Sete poemas em vez do silêncio

Dia de voltar a Coimbra. Arrumações. Livros e papéis. Papéis para conservar e papéis para deitar no Papelão.
Entre milhares de folhas, salvo (nem sei porquê) algumas com versos (ou rascunhos de versos). Leio-os no silêncio da cozinha, ante os montes habituais. São 11 poemas datados de 1997. Comove-me ouvir a voz de um outr’eu que algures fui. Identifico-me com o poeta aqui e ali.
Enfim, trago sete destes discursos, para já, ao Muito Mar.

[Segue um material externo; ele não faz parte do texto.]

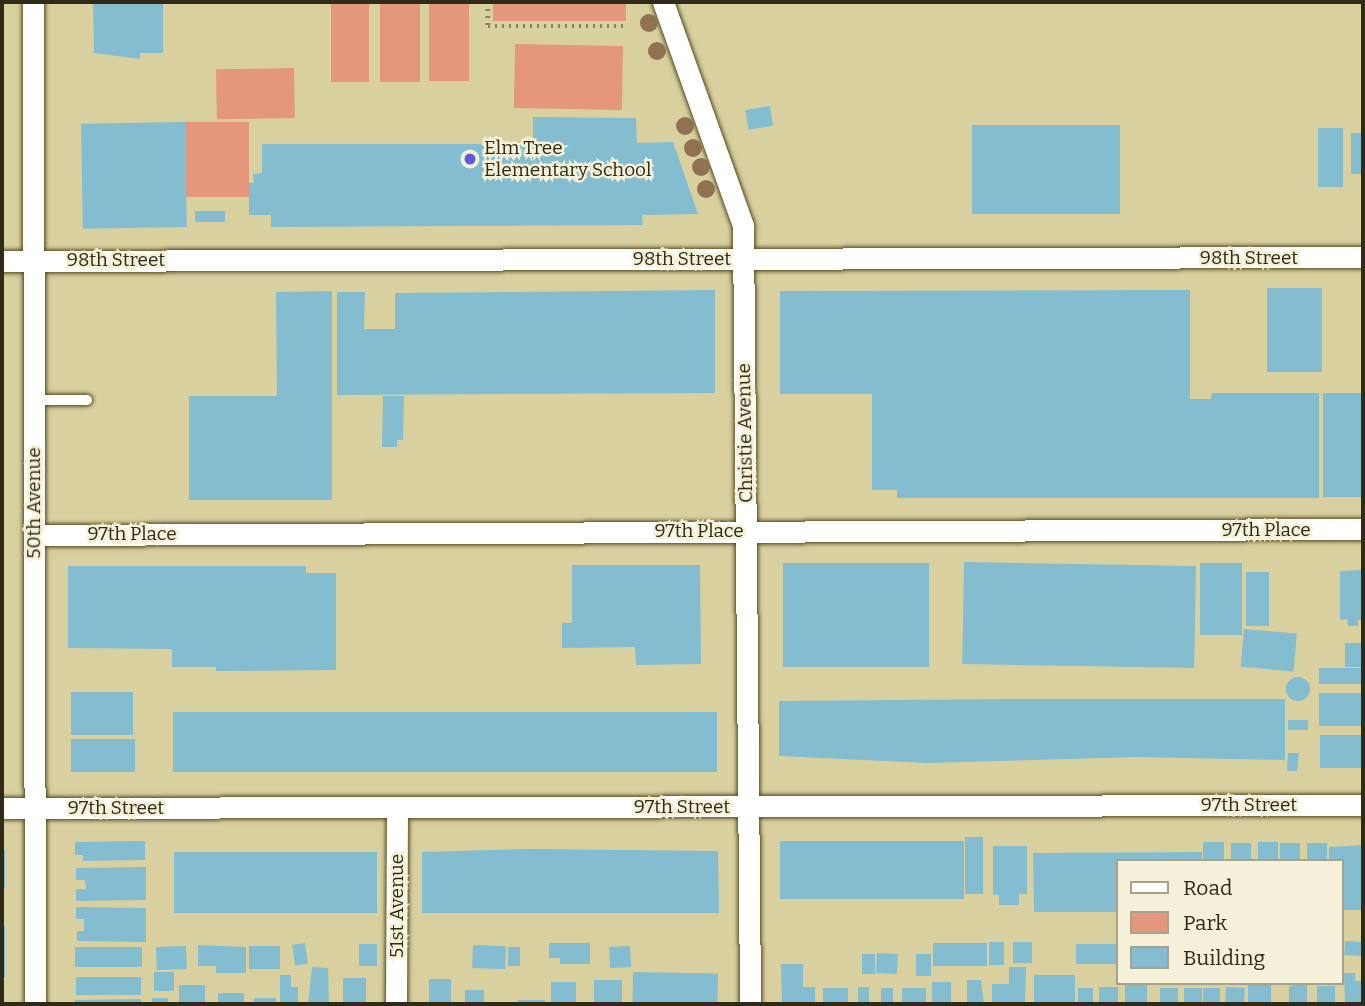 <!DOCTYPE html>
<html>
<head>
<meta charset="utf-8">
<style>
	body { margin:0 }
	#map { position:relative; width:1365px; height:1006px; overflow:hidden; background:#d9d0a0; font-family:Bitter,serif }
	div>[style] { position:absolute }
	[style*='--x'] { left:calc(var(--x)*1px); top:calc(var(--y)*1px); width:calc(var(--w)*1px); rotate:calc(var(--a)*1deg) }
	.green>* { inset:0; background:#e4977d; transform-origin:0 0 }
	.building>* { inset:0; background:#83bdcf; transform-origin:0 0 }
	.round { border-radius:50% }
	.path>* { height:4.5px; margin-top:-2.25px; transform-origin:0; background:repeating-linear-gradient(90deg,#8a8361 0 2px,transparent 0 7px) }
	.roads { filter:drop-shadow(0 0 2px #544b1e) drop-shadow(0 0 2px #544b1e) }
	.service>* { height:10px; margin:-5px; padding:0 5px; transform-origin:5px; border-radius:5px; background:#fff }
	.minor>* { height:21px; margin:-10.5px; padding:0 10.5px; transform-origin:10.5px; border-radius:10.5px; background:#fff }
	.trees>* { width:18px; height:18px; margin:-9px; border-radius:50%; background:#907152 }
	.dots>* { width:19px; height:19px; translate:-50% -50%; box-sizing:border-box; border:4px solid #f5f1d8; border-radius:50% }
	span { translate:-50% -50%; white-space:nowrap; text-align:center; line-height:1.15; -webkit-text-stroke:5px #f5f1d8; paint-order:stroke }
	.poi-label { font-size:19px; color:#2f2b18 }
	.left { translate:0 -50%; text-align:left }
	.street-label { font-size:19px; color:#2f2b18 }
	.frame { position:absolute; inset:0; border:4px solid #2f2b18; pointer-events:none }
	.legend { position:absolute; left:1116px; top:859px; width:228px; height:126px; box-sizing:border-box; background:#f5f1d8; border:2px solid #a6a28b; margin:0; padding:9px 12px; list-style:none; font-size:21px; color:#2f2b18 }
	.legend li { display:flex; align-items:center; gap:14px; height:35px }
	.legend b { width:35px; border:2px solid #a6a28b }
</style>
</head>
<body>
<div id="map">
	<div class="green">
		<i style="left:331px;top:2px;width:38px;height:80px"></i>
		<i style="left:380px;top:2px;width:40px;height:80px"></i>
		<i style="left:429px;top:2px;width:40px;height:79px"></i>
		<i style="left:493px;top:2px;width:133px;height:19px"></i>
		<i style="left:515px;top:44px;width:108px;height:64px;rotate:1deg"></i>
		<i style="left:294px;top:68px;width:50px;height:78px;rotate:89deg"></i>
		<i style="left:185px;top:122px;width:64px;height:75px"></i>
	</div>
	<div class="building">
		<i style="clip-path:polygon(93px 2px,163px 2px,163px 53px,140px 53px,140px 59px,94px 53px)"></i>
		<i style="left:770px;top:106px;width:20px;height:25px;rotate:81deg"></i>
		<i style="clip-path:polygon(533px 117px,636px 118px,637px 143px,673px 142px,698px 214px,642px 215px,643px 225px,271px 227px,271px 215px,249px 215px,249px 183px,254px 183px,253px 174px,262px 173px,262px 144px,533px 144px)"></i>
		<i style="left:185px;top:122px;width:105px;height:104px;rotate:89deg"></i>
		<i style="left:1120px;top:125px;width:89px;height:148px;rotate:90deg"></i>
		<i style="left:1318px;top:128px;width:25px;height:59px"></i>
		<i style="left:1351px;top:133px;width:12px;height:41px"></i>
		<i style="left:195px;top:211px;width:30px;height:11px"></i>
		<i style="left:1322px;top:288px;width:84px;height:55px;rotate:90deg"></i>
		<i style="clip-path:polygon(715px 290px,715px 393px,337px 395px,337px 292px,365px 292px,364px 329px,395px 329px,395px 293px)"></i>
		<i style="clip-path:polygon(1190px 290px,1190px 399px,1211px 399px,1212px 393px,1319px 393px,1319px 498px,897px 498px,897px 490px,872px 490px,872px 394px,780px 394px,780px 291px)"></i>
		<i style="clip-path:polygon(332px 291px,332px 500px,189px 500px,189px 396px,277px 396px,276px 292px)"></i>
		<i style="left:1323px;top:393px;width:40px;height:104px"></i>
		<i style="clip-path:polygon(383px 396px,404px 396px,403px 440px,397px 440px,397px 447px,382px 447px)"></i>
		<i style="left:964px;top:562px;width:232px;height:102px;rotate:1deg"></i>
		<i style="left:783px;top:563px;width:146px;height:104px"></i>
		<i style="left:1200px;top:563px;width:42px;height:72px"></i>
		<i style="clip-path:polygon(572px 565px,700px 565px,701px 664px,636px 665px,635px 647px,562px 648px,562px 623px,572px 623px)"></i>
		<i style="clip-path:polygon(68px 566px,306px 566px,306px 573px,336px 573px,336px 670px,216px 671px,216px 667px,172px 667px,172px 649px,68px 648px)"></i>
		<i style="clip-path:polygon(1363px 570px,1363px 620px,1358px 620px,1358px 626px,1348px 626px,1347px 619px,1340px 620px,1340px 571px)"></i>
		<i style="left:1246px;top:572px;width:23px;height:54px"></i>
		<i style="left:1244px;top:629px;width:53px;height:38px;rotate:5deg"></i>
		<i style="left:1345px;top:643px;width:18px;height:24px"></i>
		<i style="left:1363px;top:668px;width:16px;height:44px;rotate:90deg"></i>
		<i class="round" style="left:1286px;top:677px;width:24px;height:24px"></i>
		<i style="left:71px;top:692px;width:62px;height:43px"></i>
		<i style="left:1363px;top:693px;width:33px;height:44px;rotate:90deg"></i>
		<i style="clip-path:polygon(1012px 699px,1285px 699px,1285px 760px,1137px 757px,927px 763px,779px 756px,779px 701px)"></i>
		<i style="left:173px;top:712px;width:544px;height:60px"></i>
		<i style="left:1288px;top:720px;width:20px;height:10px"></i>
		<i style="left:1320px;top:735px;width:43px;height:33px"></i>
		<i style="left:71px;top:739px;width:64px;height:33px"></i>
		<i style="clip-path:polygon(1288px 753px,1299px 753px,1297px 771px,1287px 771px)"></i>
		<i style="left:965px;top:837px;width:18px;height:57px"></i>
		<i style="clip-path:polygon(145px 841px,145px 860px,83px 861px,83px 855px,75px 855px,75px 842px)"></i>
		<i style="left:964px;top:841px;width:58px;height:184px;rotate:90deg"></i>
		<i style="left:1203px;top:842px;width:21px;height:19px"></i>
		<i style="left:1258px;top:842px;width:20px;height:19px"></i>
		<i style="left:1231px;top:843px;width:20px;height:18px"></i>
		<i style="left:1280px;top:843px;width:20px;height:18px"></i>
		<i style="left:1307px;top:843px;width:20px;height:18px"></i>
		<i style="clip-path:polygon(1363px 845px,1363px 910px,1342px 910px,1342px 861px,1329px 861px,1329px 847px)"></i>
		<i style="clip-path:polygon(993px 846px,1027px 846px,1027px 894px,1019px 894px,1019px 905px,999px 905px,999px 895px,993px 895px)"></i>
		<i style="clip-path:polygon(527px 849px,718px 851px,719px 913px,422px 913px,422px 852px)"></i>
		<i style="left:2px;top:850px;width:3px;height:38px"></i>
		<i style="left:377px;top:852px;width:61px;height:203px;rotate:90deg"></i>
		<i style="clip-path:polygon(1202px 852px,1202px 861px,1118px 861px,1118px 912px,1034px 912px,1033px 853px)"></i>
		<i style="clip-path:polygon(146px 867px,146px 900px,76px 901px,76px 889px,86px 889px,85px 880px,76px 880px,76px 868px)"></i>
		<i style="clip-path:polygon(76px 907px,146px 908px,146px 942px,77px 941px,77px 931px,84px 931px,84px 919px,76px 919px)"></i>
		<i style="left:2px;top:926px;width:3px;height:51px"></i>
		<i style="left:1345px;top:941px;width:18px;height:14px;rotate:3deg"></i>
		<i style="left:989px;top:942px;width:15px;height:23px"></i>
		<i style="left:1013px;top:942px;width:19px;height:21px"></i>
		<i style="left:305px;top:943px;width:21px;height:13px;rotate:82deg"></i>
		<i style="clip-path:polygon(549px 943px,590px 943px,590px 964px,560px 964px,560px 958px,549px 958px)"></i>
		<i style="left:987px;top:943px;width:23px;height:54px;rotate:90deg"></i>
		<i style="left:359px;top:944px;width:18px;height:22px"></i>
		<i style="left:1076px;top:944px;width:42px;height:20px"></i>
		<i style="clip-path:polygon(198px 945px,246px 947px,246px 973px,216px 973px,216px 966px,198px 966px)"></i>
		<i style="left:473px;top:945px;width:33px;height:23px;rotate:2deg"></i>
		<i style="left:186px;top:946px;width:23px;height:30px;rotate:88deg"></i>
		<i style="left:280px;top:946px;width:23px;height:31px;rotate:90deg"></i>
		<i style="left:630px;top:946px;width:21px;height:21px;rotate:87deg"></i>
		<i style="left:75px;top:947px;width:67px;height:20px"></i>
		<i style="left:508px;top:947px;width:12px;height:19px"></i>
		<i style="left:877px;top:953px;width:21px;height:20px;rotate:3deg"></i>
		<i style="left:862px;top:954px;width:13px;height:20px"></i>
		<i style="left:916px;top:954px;width:15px;height:22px"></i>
		<i style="clip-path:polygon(781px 964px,803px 964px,803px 987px,815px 987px,815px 1004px,782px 1004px)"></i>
		<i style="clip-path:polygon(312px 967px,328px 968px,329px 1004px,308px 1004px)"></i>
		<i style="clip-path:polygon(1009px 967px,1026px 967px,1025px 1004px,992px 1004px,992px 984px,1009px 984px)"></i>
		<i style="left:154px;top:972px;width:20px;height:19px"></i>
		<i style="left:633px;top:972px;width:85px;height:32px;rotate:1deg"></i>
		<i style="clip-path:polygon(1344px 973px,1355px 973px,1355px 981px,1363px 981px,1363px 1004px,1345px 1004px)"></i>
		<i style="clip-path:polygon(280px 975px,291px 975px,291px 987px,298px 987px,298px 1004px,280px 1004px)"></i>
		<i style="left:1034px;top:975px;width:41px;height:29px"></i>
		<i style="left:141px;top:977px;width:18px;height:65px;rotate:90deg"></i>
		<i style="left:343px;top:978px;width:23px;height:26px"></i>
		<i style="left:429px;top:979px;width:22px;height:25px"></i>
		<i style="left:594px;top:980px;width:28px;height:24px"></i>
		<i style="clip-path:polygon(967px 980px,981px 980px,984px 1004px,967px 1004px)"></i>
		<i style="left:551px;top:982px;width:25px;height:22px"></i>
		<i style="left:932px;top:982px;width:19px;height:22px"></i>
		<i style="left:1125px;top:983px;width:22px;height:21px"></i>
		<i style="left:1248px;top:983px;width:23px;height:21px"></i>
		<i style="clip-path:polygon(1307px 983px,1307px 1004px,1289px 1004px,1289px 986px)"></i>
		<i style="left:179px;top:985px;width:26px;height:19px"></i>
		<i style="left:1317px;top:986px;width:18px;height:18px"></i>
		<i style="left:869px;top:987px;width:17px;height:11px;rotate:90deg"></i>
		<i style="left:1099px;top:987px;width:19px;height:17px"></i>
		<i style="left:1226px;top:987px;width:19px;height:17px;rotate:3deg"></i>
		<i style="left:823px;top:988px;width:25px;height:16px"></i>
		<i style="left:881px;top:988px;width:12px;height:16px"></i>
		<i style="left:902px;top:988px;width:24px;height:16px"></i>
		<i style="left:1093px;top:988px;width:16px;height:15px;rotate:90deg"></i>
		<i style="left:1160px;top:988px;width:18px;height:16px"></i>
		<i style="left:1184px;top:988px;width:18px;height:16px"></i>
		<i style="left:1203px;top:988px;width:17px;height:16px"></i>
		<i style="left:465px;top:990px;width:19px;height:14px"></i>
		<i style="left:218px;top:993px;width:26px;height:11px"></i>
		<i style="left:152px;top:998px;width:16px;height:6px"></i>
		<i style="left:254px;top:998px;width:22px;height:6px"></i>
		<i style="clip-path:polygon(141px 999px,141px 1004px,75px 1004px,75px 1000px)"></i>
		<i style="left:518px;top:1000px;width:27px;height:4px"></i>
	</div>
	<div class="path">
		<i style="--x:488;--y:2;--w:24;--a:90"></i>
		<i style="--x:488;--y:26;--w:138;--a:0"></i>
	</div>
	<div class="roads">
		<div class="service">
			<i style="--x:34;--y:400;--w:53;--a:0"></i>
		</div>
		<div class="minor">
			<i style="--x:33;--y:2;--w:1002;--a:89.89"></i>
			<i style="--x:663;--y:2;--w:238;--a:70.3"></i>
			<i style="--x:743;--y:226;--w:778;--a:89.48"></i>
			<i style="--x:2;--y:261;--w:1361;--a:-0.17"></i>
			<i style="--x:35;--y:535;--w:1328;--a:-0.26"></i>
			<i style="--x:2;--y:808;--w:1361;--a:-0.13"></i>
			<i style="--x:396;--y:1004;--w:196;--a:-89.7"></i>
		</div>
	</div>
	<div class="trees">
		<i style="left:649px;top:23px"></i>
		<i style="left:657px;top:51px"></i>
		<i style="left:685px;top:126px"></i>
		<i style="left:693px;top:148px"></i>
		<i style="left:701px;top:167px"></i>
		<i style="left:706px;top:189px"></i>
	</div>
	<div class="dots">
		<i style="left:470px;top:159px;background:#5d5cd4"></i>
	</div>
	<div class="poi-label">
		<span class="left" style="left:484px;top:159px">Elm Tree<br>Elementary School</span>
	</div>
	<div class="street-label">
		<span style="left:1249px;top:258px">98th Street</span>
		<span style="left:682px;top:259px">98th Street</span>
		<span style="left:116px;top:260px">98th Street</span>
		<span style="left:745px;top:433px;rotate:-91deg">Christie Avenue</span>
		<span style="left:34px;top:503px;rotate:-90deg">50th Avenue</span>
		<span style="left:1266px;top:530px">97th Place</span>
		<span style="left:699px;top:531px">97th Place</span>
		<span style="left:132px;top:534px">97th Place</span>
		<span style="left:1249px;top:805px">97th Street</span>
		<span style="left:682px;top:807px">97th Street</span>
		<span style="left:116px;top:808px">97th Street</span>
		<span style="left:397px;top:906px;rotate:-90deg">51st Avenue</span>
	</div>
	<div class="frame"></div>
	<ul class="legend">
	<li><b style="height:9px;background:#fff"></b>Road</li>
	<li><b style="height:19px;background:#e4977d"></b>Park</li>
	<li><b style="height:19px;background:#83bdcf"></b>Building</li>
	</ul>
</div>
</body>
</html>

Não é este um mau destino, se considerarmos a alternativa que era o contentor do outro lado da rua.

POEMA 1: Do Mundo

Sabes, Deus?
O meu problema é a beleza estar tão disseminada –
Custa-me tantinho concentrar o olhar
E o sangue!

POEMA 2: Dos Outros

Vinde até mim pelo lado das virilhas
E contai-me histórias inteligentes,
Sim?
Erectentenderei então a vida
E os outros
E habitarei essa casa maluca de ter saudades.
Se me quereis querendo-vos como devo
Conquistai-me como deve ser.

POEMA 3: Do Amor

O amor é uma flor com dentadura feliz
Em lugares com asas;
O sorriso das flores é prévio a morder
O coração das casas.

Uma metáfora é no amor um trem fértil:
Os moradores de sentir vivem-viajam em trilhos
E habitam o próprio movimento.

A chave de tudo está naquele desejo das flores sorrindo
E na imprudência de olhando-as morrermos devorados –
Tão belas são as mortes perfumadas e às cores!

POEMA 4: Do Régio

Não venhas por aqui,
Diz-me Régio com olhos baços –
E eu olho Régio com olhos lassos
(Há nos meus olhos ironias, não cansaços)
E abro os braços
E voo por ali!

POEMA 5: Do Estatuto do Poeta

O Poeta deve ser possuidor de uma dor verdadeira.
Não sendo possuidor de uma dor verdadeira, deve inventá-la.
Não sendo capaz de inventá-la, deve abdicar de ser Poeta.
Ora isso
(Abdicar de ser poeta por incapacidade de sentir
Ou por incapacidade de inventar uma dor verdadeira)
Dói sempre (verdadeiramente dói)
A um Poeta.

POEMA 6: Da Morte

Morri há minutos.
Escrevo que morri há minutos
Como?
Estou a ver-me morto
Há minutos morto
E alguém (que sou eu)
Segura-me
Evitando que caia.
Aquele que não morri
Parece desesperado,
Mãe.
A morte está ali à porta
Quase irónica (digo:
Quase irónica, mas não:
Parece também hesitante e confusa).
A porta hesita entre fechar-se ou
Não estar ali.

Levanto-me da cama
E escrevo num canto do jornal:
Fazer um poema com isto.

POEMA 7: Da Acta

E nada mais havendo a acrescentar
Deu-se por encerrado este dia
Que depois de querido e gasto
Falecerá às mãos de Deus
E de mim que o secretariei
Aliás sofri.
(Datar e adormecer.)

Ribeira de Pena, 19 de Julho de 2012.